SUPPLIED RECORDS section start

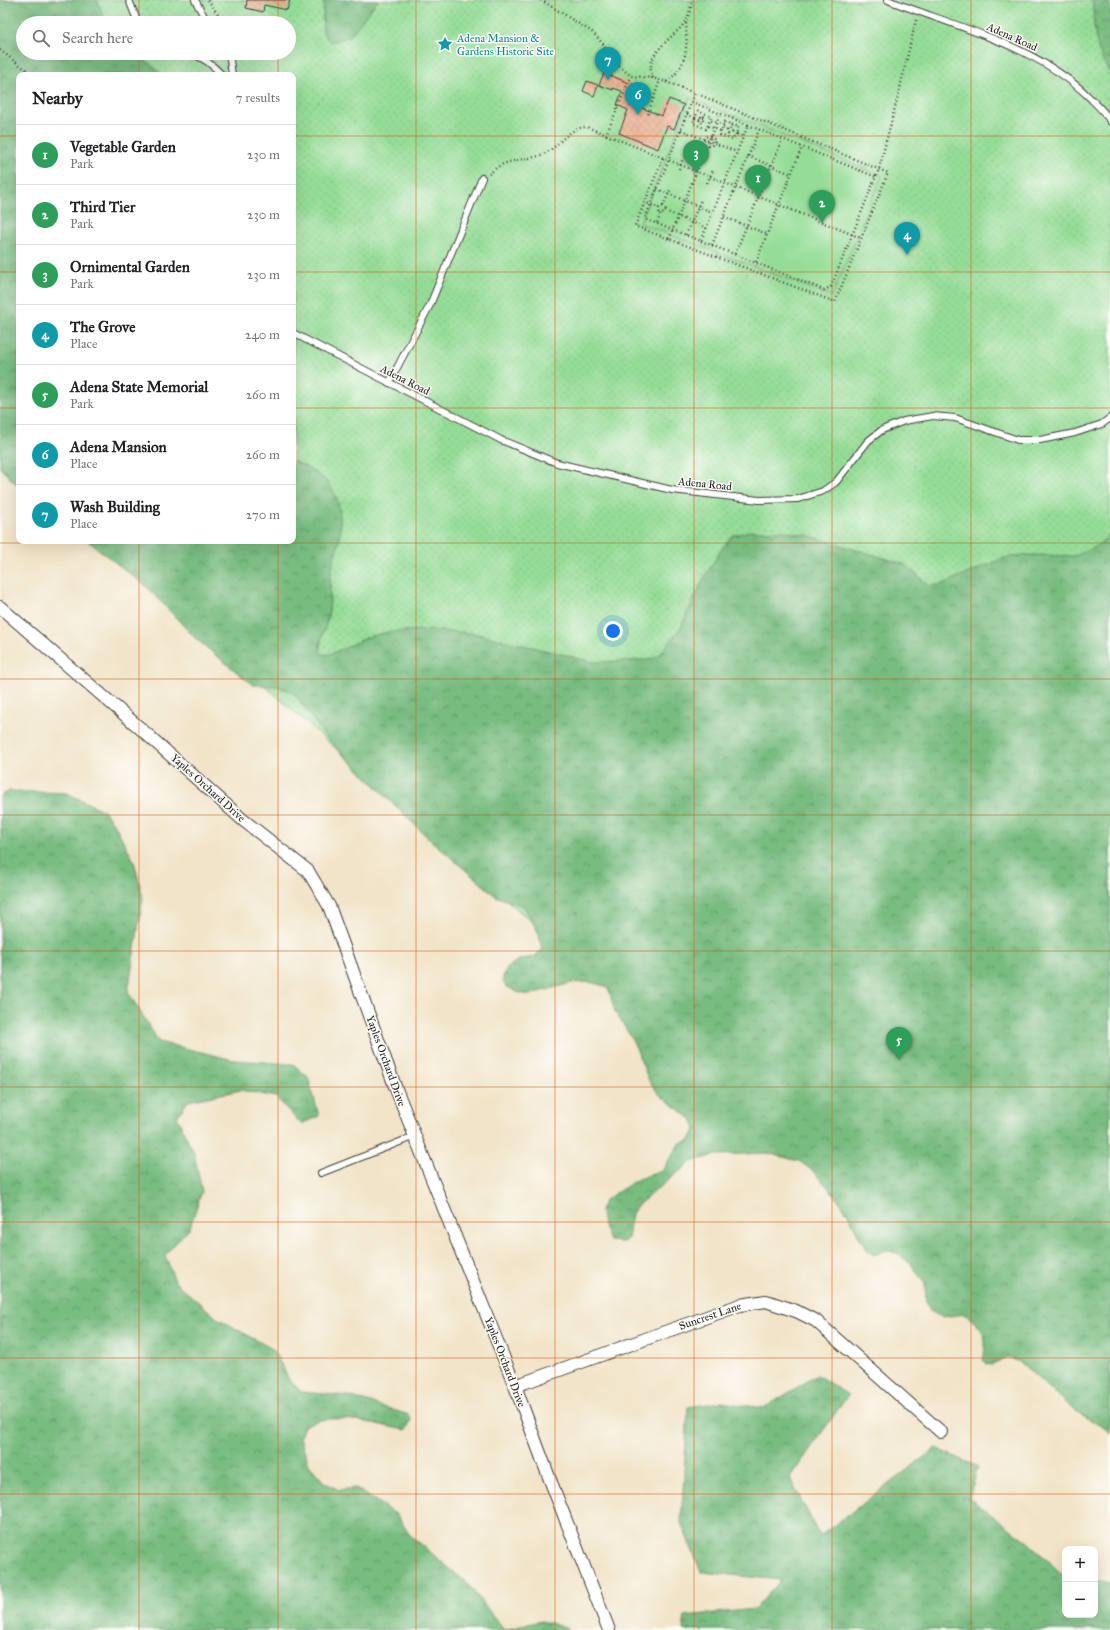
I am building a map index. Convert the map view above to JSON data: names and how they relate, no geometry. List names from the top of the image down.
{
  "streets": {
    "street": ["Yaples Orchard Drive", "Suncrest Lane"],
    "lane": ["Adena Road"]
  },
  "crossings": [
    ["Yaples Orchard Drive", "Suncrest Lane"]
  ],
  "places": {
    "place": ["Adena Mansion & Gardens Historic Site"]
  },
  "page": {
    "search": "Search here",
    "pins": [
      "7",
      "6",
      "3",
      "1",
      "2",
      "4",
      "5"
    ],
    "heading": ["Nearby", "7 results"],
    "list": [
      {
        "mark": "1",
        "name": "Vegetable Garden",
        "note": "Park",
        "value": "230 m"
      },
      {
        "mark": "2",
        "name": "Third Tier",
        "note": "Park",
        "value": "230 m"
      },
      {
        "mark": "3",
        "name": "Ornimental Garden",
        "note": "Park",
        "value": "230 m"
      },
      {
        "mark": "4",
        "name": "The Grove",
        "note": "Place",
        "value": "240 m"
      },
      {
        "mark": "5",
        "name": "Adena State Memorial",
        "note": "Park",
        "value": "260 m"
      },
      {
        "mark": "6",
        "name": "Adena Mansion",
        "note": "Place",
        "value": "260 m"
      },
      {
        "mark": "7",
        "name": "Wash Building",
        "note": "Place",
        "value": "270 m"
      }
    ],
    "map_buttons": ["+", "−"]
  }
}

SUPPLIED RECORDS section end

* _WHAT YOU HAVE TO DO_:
Reproduce every record above word for word. Leave the pictures out.

* _ANSWER FOR THIS EXERCISE_:
I am building a map index. Convert the map view above to JSON data: names and how they relate, no geometry. List names from the top of the image down.
{
  "streets": {
    "street": ["Yaples Orchard Drive", "Suncrest Lane"],
    "lane": ["Adena Road"]
  },
  "crossings": [
    ["Yaples Orchard Drive", "Suncrest Lane"]
  ],
  "places": {
    "place": ["Adena Mansion & Gardens Historic Site"]
  },
  "page": {
    "search": "Search here",
    "pins": [
      "7",
      "6",
      "3",
      "1",
      "2",
      "4",
      "5"
    ],
    "heading": ["Nearby", "7 results"],
    "list": [
      {
        "mark": "1",
        "name": "Vegetable Garden",
        "note": "Park",
        "value": "230 m"
      },
      {
        "mark": "2",
        "name": "Third Tier",
        "note": "Park",
        "value": "230 m"
      },
      {
        "mark": "3",
        "name": "Ornimental Garden",
        "note": "Park",
        "value": "230 m"
      },
      {
        "mark": "4",
        "name": "The Grove",
        "note": "Place",
        "value": "240 m"
      },
      {
        "mark": "5",
        "name": "Adena State Memorial",
        "note": "Park",
        "value": "260 m"
      },
      {
        "mark": "6",
        "name": "Adena Mansion",
        "note": "Place",
        "value": "260 m"
      },
      {
        "mark": "7",
        "name": "Wash Building",
        "note": "Place",
        "value": "270 m"
      }
    ],
    "map_buttons": ["+", "−"]
  }
}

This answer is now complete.